Grzegorz waited with a group of other men. He was just off shift and he still had rimes of dried blood around his fingernails and the smell of the place was still on him. He was seemingly wakened to the smell all over again by being outside, as if he smelt it for the first time. It was crisp, cold almost. He didn’t feel that he had come anywhere. He was tired. It was cold. Just like Poland.

Grzegorz watched the light slide down the zinc gates and took the cigarette his friend offered him and they smoked like the others, waiting for the bus and watching the trucks go into the factory. There were eight men, and every now and then, with the fickle breeze, they got the stench of the incinerator. It was getting cold quickly. It was that time of year still.

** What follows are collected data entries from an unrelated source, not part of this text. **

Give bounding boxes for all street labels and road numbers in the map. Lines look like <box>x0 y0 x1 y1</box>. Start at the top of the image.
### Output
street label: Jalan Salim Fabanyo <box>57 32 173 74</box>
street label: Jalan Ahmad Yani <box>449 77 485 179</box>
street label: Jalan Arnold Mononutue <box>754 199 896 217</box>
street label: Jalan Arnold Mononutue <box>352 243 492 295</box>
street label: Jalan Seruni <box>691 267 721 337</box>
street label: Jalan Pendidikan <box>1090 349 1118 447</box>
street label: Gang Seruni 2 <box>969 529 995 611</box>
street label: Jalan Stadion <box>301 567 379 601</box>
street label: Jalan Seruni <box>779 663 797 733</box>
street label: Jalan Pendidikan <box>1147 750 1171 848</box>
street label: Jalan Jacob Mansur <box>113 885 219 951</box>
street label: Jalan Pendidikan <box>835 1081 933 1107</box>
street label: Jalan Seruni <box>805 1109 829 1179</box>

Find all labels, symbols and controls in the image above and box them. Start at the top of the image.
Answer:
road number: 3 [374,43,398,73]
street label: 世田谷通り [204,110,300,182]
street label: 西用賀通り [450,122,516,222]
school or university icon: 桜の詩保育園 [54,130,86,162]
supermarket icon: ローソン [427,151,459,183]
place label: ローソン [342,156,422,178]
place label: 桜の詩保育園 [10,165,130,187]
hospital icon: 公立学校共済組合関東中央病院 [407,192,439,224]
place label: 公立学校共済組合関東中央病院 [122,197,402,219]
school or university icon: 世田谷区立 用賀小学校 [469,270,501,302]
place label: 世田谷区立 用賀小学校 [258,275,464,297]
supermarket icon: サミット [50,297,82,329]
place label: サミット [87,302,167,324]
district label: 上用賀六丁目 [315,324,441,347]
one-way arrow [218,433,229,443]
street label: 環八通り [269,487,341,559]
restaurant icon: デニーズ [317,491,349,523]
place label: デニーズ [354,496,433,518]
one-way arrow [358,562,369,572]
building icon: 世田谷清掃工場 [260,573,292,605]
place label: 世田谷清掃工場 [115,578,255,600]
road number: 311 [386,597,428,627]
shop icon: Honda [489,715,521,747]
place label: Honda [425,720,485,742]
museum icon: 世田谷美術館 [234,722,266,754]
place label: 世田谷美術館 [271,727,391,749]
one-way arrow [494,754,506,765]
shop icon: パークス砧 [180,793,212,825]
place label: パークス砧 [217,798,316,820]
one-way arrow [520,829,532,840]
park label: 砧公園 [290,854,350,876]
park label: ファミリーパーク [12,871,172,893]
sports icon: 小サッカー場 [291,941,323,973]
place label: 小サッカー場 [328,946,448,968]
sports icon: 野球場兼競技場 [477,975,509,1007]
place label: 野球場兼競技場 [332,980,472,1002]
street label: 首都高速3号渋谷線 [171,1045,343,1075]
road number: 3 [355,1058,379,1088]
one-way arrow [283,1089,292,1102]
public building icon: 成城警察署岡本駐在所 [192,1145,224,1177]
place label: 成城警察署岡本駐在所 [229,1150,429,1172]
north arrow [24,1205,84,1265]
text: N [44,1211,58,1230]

When the bus arrived the guy driving pulled up on the other side of the road and beeped twice and still smoking the men got on. The bus seemed too small for the eight men and the driver. The driver told them they might as well get comfortable. He said the trip would be at least an hour.

Grzegorz was still angry at the argument. Another one today. He couldn’t tell what he had done but the line manager really had it in for him. He was tired of that. He thought he had left that behind in Poland.

“They just want to keep you constantly down,” he thought. “Keep you scared. So you just get on and follow the line. Just like those stupid obedient cows who wander along the line into the stun, as if it was the only way their life would ever have gone. Well, I’m over that. You see a chance, you have to take it.”

Some of the men had set up a card game and they were passing round a bottle of something homemade. Grzegorz took a swig. The alcohol was vicious and orangey and amateur. Underneath the noise on the bus there was this odd sense among the men. Grzegorz thought back to Poland and being picked up for the village football team as a kid, this sense of imposed mirth existing over a nervousness before the game.

He looked down at his phone, flicked through the pictures of Ana and his two sons. He thought of the fee, what it could represent, here in this country let alone in Poland. “This is for them,” he thought. “This could change it all for them.” He looked for a long while at the picture of his wife.

“What did you tell her?” asked his friend, nodding down at the phone. Grzegorz realized he’d been on some kind of small absence when the noise and motion of the bus had seemed to fade.

“I told her I was working a triple shift,” Grzegorz said. He hid the picture on his phone.

His friend nodded. “Me too,” he said. He dug in his bag. “Look at the quantity of sandwiches she made me.”

The men laughed and sat eating the sandwiches and smoking and drinking and through the windows of the moving bus the last bit of light seemed to have an unnatural persistence.